* _INSTRUCTIONS TO FOLLOW_
Each line below that contains the word "lines" must be copied.

* _Dataset entries_
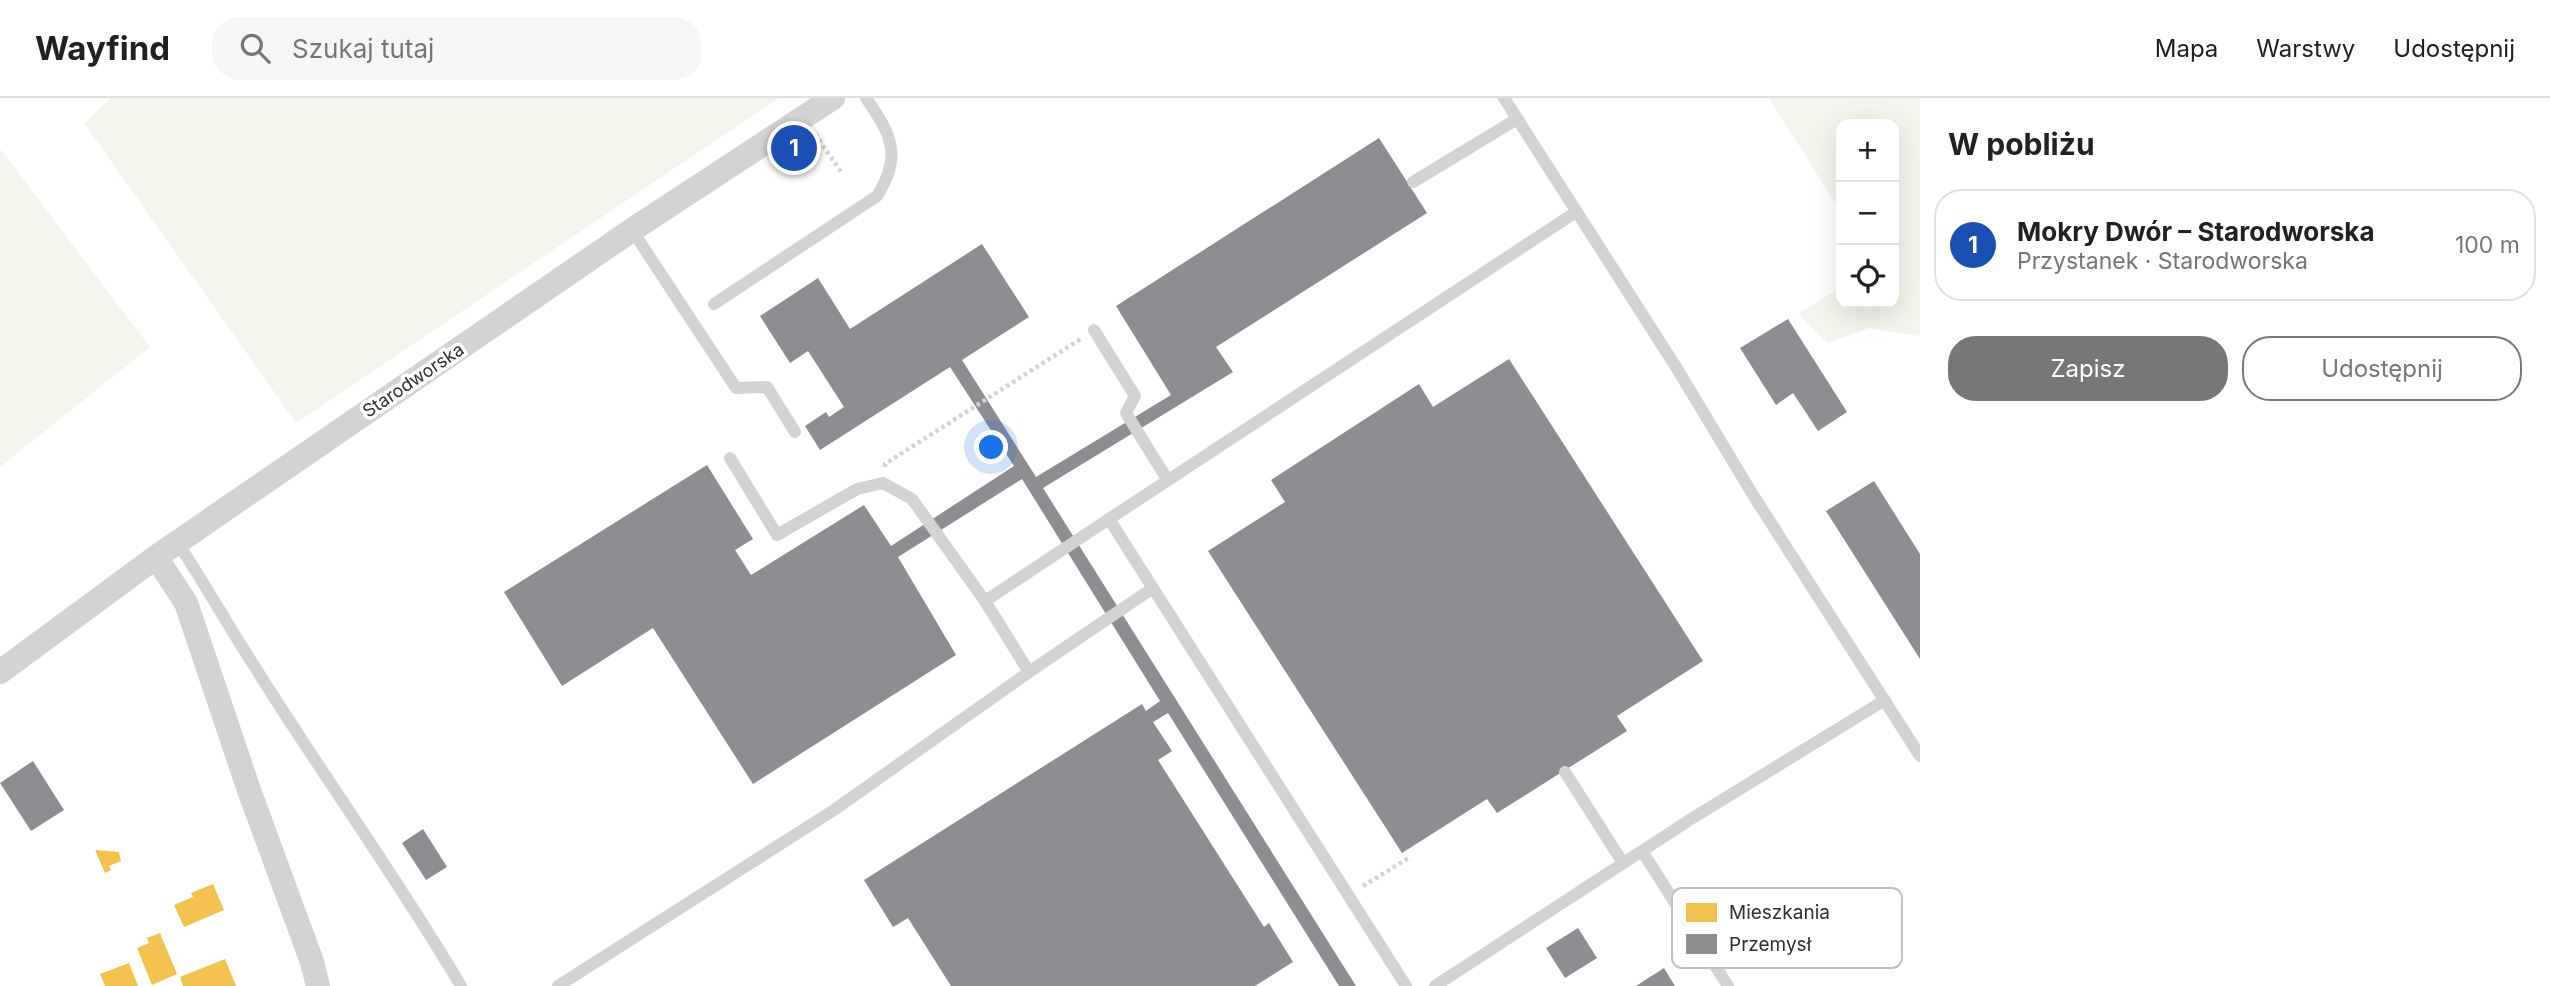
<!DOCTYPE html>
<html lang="pl">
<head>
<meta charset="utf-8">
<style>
  :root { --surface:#fff; --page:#f6f6f6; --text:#202124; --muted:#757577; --line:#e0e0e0; --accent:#777 }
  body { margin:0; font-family:Inter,sans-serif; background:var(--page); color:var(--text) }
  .controls { position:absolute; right:21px; top:21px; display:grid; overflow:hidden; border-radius:14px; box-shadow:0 7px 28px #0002 }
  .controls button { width:63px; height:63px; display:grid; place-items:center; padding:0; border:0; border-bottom:2px solid var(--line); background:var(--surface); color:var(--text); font:35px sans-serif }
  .you { position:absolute; left:992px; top:350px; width:24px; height:24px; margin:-18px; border:5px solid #fff; border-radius:50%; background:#1a73e8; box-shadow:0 0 0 10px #1a73e833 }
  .badge { display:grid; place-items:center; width:46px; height:46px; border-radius:50%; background:var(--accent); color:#fff; font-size:23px; font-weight:700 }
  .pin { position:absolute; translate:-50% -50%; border:4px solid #fff; box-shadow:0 2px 7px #0006 }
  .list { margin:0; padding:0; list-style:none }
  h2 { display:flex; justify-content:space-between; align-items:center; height:91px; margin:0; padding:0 28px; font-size:30px }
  h2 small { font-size:23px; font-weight:400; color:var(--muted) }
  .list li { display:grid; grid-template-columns:46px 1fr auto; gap:21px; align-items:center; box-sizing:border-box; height:112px; margin:0 14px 14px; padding:0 14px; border:2px solid var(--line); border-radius:28px }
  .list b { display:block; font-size:26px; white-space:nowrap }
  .list p { margin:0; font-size:23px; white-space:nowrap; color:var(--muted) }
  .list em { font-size:23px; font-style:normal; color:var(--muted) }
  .actions { display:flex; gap:14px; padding:21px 28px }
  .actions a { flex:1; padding:16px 0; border:2px solid var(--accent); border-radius:28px; text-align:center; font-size:24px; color:var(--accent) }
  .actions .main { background:var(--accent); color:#fff }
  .icon { flex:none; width:38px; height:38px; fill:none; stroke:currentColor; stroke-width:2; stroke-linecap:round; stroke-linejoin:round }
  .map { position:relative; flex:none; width:1920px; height:888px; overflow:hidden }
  header { display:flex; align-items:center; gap:42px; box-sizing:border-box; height:98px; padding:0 35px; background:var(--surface); border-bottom:2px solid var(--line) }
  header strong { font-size:33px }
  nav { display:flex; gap:38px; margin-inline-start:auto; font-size:24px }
  .search { width:490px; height:63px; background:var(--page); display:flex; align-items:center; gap:18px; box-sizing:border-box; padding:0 24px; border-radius:28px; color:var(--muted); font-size:26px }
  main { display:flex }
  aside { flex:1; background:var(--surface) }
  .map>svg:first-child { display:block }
  .green { fill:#f1f5eb }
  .homes { fill:#f2c14e }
  .industry { fill:#8d8d92 }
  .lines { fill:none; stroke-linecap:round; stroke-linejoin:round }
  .path { stroke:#d3d3d3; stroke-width:4.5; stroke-dasharray:3.5 3.5; stroke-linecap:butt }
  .lane { stroke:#d3d3d3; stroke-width:12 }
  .street { stroke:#d3d3d3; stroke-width:24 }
  .labels { text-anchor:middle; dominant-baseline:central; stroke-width:7; stroke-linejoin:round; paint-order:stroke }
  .street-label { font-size:18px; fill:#2e2e2e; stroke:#fff }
  .key { fill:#fff; stroke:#c0c0c0; stroke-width:2 }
  .key-label { font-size:19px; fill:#2e2e2e }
</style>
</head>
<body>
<header>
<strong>Wayfind</strong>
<div class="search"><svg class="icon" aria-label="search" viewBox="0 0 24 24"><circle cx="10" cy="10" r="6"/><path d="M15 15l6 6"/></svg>Szukaj tutaj</div>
<nav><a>Mapa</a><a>Warstwy</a><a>Udostępnij</a></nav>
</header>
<main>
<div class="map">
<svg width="1920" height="888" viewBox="0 0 1920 888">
  <rect width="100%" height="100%" fill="#fff"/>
  <g class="green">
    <path d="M111,0H779L296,325L84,25Z"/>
    <path d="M1769,0H1920V238L1869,230L1828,245L1798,216L1841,189V205H1894V26H1841V114Z"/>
    <path d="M0,51L150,249L0,369Z"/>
  </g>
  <g class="homes">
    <path d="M95,752L119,754L121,763L109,768L111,772L105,775Z"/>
    <path d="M213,786L224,812L184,829L174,807L193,799L191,795Z"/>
    <path d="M160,835L177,876L152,887L137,850L149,845L147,840Z"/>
    <path d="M225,861L236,888H183L180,879Z"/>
    <path d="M129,865L138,888H105L100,876Z"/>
  </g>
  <g class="industry">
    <path d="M1379,40L1427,115L1216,249L1233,274L1043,390L1356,888H1339L1168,615L1153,624L1172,653L1158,662L1264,829L1269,825L1293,864L1255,888H951L908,820L893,829L864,782L1142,606L1146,613L1160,603L1022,381L898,459L956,557L753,686L653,530L562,588L504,494L707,367L753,441L735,452L751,477L864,407L891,448L1014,368L950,269L820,352L805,328L826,314L829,319L844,309L808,253L790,265L760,218L818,180L850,231L982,146L1029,219L962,262L1036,379L1171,297L1116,208Z"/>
    <path d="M1788,221L1847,314L1818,333L1793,295L1776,307L1740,250Z"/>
    <path d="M1509,261L1703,563L1617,618L1627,633L1497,715L1487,701L1402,755L1208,453L1285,404L1271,382L1419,286L1433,309Z"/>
    <path d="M1874,383L1920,456V561L1826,413Z"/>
    <path d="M33,663L64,712L31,733L0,685Z"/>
    <path d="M423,731L447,769L426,782L402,745Z"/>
    <path d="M1578,830L1597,860L1565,880L1546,850Z"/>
    <path d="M1664,870L1675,888H1636Z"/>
  </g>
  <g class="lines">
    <g class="path">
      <path d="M815,36L841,74"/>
      <path d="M885,369V366L1082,240"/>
      <path d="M1363,788L1410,759"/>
    </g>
    <g class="lane">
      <path d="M1504,0L1676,269L1753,397L1920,658"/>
      <path d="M1413,84L1517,21"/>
      <path d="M632,132L736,290L767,289L795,334"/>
      <path d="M714,206L877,98C903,58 891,36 866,0"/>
      <path d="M1094,232L1135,298L1126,315L1167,381"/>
      <path d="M730,360L777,437L857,391L883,385L912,401L985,503L1029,574"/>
      <path d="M177,444C204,484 227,526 253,566C321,675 396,778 461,888"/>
      <path d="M985,503L1109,421"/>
      <path d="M1565,674L1623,765"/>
      <path d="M1642,753L1728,888"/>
      <path d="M558,888L834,712L1029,574L1153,490"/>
      <path d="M1406,888L1109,421L1576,114"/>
      <path d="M1435,888L1691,721L1885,602"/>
    </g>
    <g class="street">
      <path d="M156,459L186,505L250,695L312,864L318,888"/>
      <path d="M0,574L156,459L233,406L632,132L833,0"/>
    </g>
  </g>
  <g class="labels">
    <g class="street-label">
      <text transform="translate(413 282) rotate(-34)">Starodworska</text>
    </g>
  </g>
  <rect x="1672" y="790" width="230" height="80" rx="10" class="key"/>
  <rect x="1686" y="805" width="31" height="19" fill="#f2c14e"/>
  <rect x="1686" y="836" width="31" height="20" fill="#8d8d92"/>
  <g class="key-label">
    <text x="1729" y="821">Mieszkania</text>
    <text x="1729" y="853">Przemysł</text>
  </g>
</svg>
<div class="controls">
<button>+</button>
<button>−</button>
<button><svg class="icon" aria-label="locate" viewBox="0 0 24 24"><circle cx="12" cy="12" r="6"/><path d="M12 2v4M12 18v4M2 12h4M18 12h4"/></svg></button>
</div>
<div class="you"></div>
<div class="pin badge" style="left:794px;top:50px;background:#1a4fb4">1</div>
</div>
<aside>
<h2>W pobliżu<small></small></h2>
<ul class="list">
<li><span class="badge" style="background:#1a4fb4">1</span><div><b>Mokry Dwór – Starodworska</b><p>Przystanek · Starodworska</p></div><em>100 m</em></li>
</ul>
<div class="actions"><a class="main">Zapisz</a><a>Udostępnij</a></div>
</aside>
</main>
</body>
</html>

* _SOLUTION TO THIS PROBLEM_
  .lines { fill:none; stroke-linecap:round; stroke-linejoin:round }
  <g class="lines">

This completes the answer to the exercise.